Mi alzai lentamente dal letto, guardandomi attorno sospettoso per cercare di capire se c'era davvero un alieno in casa mia o mi ero sognato tutto. C'era davvero, scoprii in poco quando quello strano "uomo" salì in camera e mi osservò dalla porta a braccia incrociate - Ti sei svegliato finalmente. Sappi che sei stato proprio fastidioso mentre deliravi, continuavi a dire cose senza senso e a cercare di scappare -
Feci una smorfia e senza pensare risposi a tono - Chissà perché, visto che a tenermi compagnia c'era soltanto un essere che assassina quelli come me come se fossimo scarafaggi, niente di che -
- Pure antipatico oltre che rompicoglioni - mormorò l'alieno per poi avvicinarsi a me e ficcarmi sulla testa uno degli elmi che avevo visto indossare ai soldati extraterrestri durante le loro cacce - Ora obbedisci e fai poco casino, ci siamo intesi? -
Aggrottai le sopracciglia confuso e sollevai il bordo del casco per osservarlo - Perché? Cosa devo fare? -
- Vuoi vivere, no? E l'unico modo per farlo è fingere di essere uno di noi - spinse di nuovo giù l'elmo per coprirmi la faccia (lo aveva fatto apposta il maledetto, perché lo sentivo ridere nel frattempo) e mi diede in mano quella che sembrava una pistola - Non provare a sparare, rischi solo di farti scoprire. Il congegno si attiva solo se chi la impugna possiede il nostro codice genetico. Quindi in mano tua è praticamente inutile, un giocattolo -
Ignorai la spiegazione e continuai a fissarlo da dietro al visiera - Perché mi stai aiutando? Non mi fido -
- Cosino, se avessi voluto ucciderti lo avrei fatto stanotte. E mi stai simpatico, tutto qua. Sei carino. Ora muoviti, non posso restare a lungo via dalla nave senza che comincino a chiedersi cosa sta facendo il colonnello in giro da solo -
Uscimmo di casa e in poco salii su una delle astronavi che avevo visto da lontano, senza che nessuno dicesse niente. Il mio nuovo amico (anche se non mi fidavo di lui, non ancora) sembrava davvero intenzionato a portarmi via da lì sano e salvo e mi trattava come se fossi uno dei tanti soldati che lavoravano per conto suo.

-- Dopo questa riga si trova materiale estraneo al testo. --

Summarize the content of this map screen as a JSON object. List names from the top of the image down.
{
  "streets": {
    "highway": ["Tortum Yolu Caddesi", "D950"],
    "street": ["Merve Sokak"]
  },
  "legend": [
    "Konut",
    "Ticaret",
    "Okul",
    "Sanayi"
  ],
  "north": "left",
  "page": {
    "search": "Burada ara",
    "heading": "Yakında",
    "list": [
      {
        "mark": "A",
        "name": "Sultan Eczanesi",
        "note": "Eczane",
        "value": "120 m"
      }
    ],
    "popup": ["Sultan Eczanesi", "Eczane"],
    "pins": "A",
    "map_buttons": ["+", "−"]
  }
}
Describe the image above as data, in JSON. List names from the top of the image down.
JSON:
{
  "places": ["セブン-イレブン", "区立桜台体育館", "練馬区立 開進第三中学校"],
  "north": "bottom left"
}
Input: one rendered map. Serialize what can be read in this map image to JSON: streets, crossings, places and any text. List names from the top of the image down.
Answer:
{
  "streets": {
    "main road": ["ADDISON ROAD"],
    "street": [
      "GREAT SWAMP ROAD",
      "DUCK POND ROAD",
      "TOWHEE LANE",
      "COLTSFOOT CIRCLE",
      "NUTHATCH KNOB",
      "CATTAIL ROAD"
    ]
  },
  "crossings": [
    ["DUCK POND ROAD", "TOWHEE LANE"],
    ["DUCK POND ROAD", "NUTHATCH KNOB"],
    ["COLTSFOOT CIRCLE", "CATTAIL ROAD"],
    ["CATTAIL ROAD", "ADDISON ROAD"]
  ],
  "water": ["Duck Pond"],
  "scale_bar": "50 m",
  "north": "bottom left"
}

Non era poi così male, in fin dei conti.
Una sera, dopo che mi ero nascosto in una delle stanze per togliermi l'elmo qualche minuto, mi raggiunse e mi porse una scatola di gelato.
Lo guardai con gli occhi sgranati e subito mi misi a mangiarlo, sentendo la sensazione di quotidianità tornarmi addosso con la forza di un treno
- Grazie stramboide - dissi con la bocca piena e sporca di gelato, rimanendo seduto contro la parete.
L'alieno sorrise appena e si mise accanto a me per rubarmi qualche cucchiaiata - Russia -
- Che? - chiesi confuso - Che suono è quello? -
- È il mio nome. Mi chiamo Russia -
- Oh... io sono America -
- Piacere di conoscerti. Magari nei prossimi giorni riesco a portarti qualcos'altro dal tuo mondo -
Gli rivolsi un sorriso contento, un barlume di affetto che si accendeva nei miei occhi. Non sembrava troppo male, in fondo in fondo.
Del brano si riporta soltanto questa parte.